This is the scenario in which Tiger Shroff makes his debut, often backed by the flute theme from his father’s first hit, Hero. That was more than thirty years ago, and the leading man has changed in so many ways. For one, he is not allowed to be hairy, at least in the parts one can glimpse in a family entertainer. Shroff is suitably waxed and polished – as with all young heroes today, the gym is his temple, Salman Khan his deity – and his amply muscled torso is frequently put on display. This is another way the leading man has changed. In earlier films, the heroine used to be the one required to strip. (Even the prim n’ proper ones like Meenakshi Seshadri were given a form-fitting Shakuntala-type costume and a couple of thrust-the-bust dance moves.) Here, the heroine, Dimpy, is played by a pleasant newcomer named Kriti Sanon, and she’s a veritable nun – that is, if nuns were given to navel displays. That’s it, really. There’s really not much in today’s films for hormonal teenage boys hoping to drag and drop another image into their mental folder. Unless the boys are into Shroff. With the camera gazing so lasciviously on the hero, it’s probably no surprise that he’s begun to look like a heroine. Jackie Shroff was the kind of macho hero who looked macho even when he draped a bandhni dupatta around his neck. Tiger makes his entry in a leather jacket, and he still looks… well, delicate. He’s given some unfortunate dance steps that emphasise this… well, delicacy, but even otherwise he moves with the litheness of a ballet dancer. He turns as if executing a pirouette. He has a smooth face and pink lips and the body of a champion weightlifter. He’s somewhere between the hero in touch with his feminine side (think Shah Rukh Khan in the 1990s) and the hero who’s all cocky swagger (think Anil Kapoor in the 1980s). And his character, Babloo, is somewhere between the soft, swoony-hearted romantic who treasures a fallen earring (think Rajendra Kumar in the 1960s) and the brute who’ll do anything for his woman (think Sunny Deol in the 2000s). It’s all very confusing. We want to tell him: “Make up your mind. Pick one type and stick with it.” In return, he tells us, repeatedly,  that he’s got what no one else has. “Sabko aati nahin, meri jaati nahin.” He’s referring to heropanti, the quality of heroism. And then he shyly asks the heroine whether she thinks he is tall and handsome, whether his nose looks good, whether his lips look good.

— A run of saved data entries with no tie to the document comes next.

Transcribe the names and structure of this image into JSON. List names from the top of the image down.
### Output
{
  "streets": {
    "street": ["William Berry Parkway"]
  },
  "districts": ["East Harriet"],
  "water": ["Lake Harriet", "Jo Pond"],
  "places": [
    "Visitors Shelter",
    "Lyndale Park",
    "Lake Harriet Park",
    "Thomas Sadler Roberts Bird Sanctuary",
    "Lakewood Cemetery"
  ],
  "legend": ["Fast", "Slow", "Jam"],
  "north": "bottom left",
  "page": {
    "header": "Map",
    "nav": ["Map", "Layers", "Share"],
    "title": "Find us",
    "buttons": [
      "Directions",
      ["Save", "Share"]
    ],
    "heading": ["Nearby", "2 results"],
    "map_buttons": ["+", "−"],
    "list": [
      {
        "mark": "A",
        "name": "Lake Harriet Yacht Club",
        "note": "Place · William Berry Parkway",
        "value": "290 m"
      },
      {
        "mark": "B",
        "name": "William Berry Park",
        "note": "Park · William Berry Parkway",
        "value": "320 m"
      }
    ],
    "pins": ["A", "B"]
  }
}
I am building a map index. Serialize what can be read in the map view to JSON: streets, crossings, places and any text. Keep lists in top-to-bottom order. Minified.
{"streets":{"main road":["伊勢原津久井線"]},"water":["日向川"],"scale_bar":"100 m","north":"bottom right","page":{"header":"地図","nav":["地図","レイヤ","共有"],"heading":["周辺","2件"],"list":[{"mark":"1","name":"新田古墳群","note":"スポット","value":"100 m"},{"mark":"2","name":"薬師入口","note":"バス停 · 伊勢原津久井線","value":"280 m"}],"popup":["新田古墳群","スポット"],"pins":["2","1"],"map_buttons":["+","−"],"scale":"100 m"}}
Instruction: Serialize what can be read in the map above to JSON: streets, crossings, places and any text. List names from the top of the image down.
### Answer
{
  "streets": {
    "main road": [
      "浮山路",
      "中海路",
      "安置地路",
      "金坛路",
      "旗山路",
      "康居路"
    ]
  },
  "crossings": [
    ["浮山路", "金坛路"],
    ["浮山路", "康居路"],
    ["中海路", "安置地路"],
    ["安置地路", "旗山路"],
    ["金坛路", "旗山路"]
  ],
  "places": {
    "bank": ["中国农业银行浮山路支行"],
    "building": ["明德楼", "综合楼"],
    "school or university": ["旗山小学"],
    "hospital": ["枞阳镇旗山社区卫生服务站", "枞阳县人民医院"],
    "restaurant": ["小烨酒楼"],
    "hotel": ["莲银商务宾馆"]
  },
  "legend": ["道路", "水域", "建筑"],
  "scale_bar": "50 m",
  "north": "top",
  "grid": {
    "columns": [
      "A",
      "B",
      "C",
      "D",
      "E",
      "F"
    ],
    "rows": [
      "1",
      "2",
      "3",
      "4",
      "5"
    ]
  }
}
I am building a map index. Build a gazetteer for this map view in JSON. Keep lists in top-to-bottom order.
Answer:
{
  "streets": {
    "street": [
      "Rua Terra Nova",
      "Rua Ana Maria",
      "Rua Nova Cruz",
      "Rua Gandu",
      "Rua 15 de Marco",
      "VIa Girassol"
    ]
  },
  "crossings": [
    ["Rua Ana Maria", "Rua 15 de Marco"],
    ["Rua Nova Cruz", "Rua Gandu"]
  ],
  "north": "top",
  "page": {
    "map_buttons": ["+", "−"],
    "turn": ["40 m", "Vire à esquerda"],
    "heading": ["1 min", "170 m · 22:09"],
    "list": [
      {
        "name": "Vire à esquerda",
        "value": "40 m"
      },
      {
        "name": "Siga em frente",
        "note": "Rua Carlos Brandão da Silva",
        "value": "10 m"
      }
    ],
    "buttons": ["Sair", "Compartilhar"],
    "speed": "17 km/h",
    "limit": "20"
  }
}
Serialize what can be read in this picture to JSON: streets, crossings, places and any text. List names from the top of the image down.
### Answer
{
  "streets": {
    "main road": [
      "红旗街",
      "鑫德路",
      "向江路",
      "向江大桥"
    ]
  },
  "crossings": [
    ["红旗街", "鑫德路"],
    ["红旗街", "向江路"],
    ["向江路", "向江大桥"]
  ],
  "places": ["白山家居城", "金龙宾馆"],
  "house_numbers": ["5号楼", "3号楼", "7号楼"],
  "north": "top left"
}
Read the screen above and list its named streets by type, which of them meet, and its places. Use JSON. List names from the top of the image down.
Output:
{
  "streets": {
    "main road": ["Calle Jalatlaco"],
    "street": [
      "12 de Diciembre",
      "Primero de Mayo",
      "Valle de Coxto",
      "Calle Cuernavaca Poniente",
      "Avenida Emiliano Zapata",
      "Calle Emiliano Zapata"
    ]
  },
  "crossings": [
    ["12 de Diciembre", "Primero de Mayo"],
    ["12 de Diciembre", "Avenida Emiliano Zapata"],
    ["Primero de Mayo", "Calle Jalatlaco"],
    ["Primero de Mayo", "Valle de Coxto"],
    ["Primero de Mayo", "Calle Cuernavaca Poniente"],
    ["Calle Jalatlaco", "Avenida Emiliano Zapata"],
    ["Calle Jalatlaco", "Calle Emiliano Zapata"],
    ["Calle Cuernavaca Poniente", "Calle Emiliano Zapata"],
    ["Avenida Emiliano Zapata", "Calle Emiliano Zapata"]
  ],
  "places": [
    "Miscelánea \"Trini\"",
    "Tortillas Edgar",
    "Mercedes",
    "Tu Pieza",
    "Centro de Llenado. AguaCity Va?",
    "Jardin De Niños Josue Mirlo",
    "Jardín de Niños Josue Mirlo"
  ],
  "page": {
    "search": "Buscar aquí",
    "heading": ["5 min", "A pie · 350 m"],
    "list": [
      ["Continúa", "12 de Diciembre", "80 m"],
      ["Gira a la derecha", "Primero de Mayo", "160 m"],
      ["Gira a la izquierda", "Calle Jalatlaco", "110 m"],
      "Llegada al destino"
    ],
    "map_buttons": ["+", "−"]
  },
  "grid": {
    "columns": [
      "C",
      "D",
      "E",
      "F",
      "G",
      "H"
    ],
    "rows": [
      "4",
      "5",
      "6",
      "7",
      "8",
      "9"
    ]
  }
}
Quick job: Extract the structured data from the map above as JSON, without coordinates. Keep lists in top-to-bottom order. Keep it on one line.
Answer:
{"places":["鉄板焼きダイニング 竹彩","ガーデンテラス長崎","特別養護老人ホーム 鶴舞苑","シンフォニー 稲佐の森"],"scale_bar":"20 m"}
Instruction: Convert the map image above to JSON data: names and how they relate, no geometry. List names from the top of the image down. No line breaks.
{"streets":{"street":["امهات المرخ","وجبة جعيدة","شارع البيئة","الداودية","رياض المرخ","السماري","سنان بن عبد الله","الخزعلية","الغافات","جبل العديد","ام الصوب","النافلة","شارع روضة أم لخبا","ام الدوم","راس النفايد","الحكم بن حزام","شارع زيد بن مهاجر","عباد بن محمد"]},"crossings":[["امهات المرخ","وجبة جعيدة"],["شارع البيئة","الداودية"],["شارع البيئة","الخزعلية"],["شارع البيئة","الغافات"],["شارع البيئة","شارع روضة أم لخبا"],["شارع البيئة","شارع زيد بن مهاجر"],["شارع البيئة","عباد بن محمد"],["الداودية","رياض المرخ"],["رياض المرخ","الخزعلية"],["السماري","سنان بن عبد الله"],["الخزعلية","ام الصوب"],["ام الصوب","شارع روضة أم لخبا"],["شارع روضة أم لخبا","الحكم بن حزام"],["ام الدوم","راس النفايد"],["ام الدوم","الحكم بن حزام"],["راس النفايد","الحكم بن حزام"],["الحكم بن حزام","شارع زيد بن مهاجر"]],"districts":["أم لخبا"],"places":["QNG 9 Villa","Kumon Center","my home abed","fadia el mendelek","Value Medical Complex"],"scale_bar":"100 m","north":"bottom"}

Heropanti isn’t terrible. There is a nice set of contrivances, early on, that prevent Babloo from seeing Dimpy’s face. He doesn’t, therefore, realise that she’s the same girl he fell for, at first sight, when that earring fell from her ear, and later, when he saw her praying at a temple, her hair fluttering prettily in the Bollywood Breeze™. And when he sees that she is that girl, it’s a dramatic moment. Under a better filmmaker, these scenes would have registered more strongly, but in films like these, we take what we can get. A better filmmaker would have also realised that between the falling-in-love scenes and the separated-from-lover scenes and the happily-ever-after scenes, you need a few being-in-love scenes, so we know what this boy and girl mean to each other and why we’re supposed to root for them. And a better filmmaker would not rely so much on coincidences, like a conveniently overheard conversation, or following the trail of the abducted Dimpy by glimpsing a tiny statuette of Ganesha that’s fallen from her hands in an insanely crowded Delhi street. (Things always seem to keep falling from her – that earring, this statuette.) But the parts where Babloo sees how much Dimpy’s father loves her and cares for her are nicely done. There’s a terrific stretch outside a marriage bureau where Chaudhury runs into a couple that has eloped, and he tries to understand them. Prakash Raj has played these scenes a thousand times before, but as he seems to be the only one around who can act, we remain invested in him. As I said, in films like these, we take what we can get.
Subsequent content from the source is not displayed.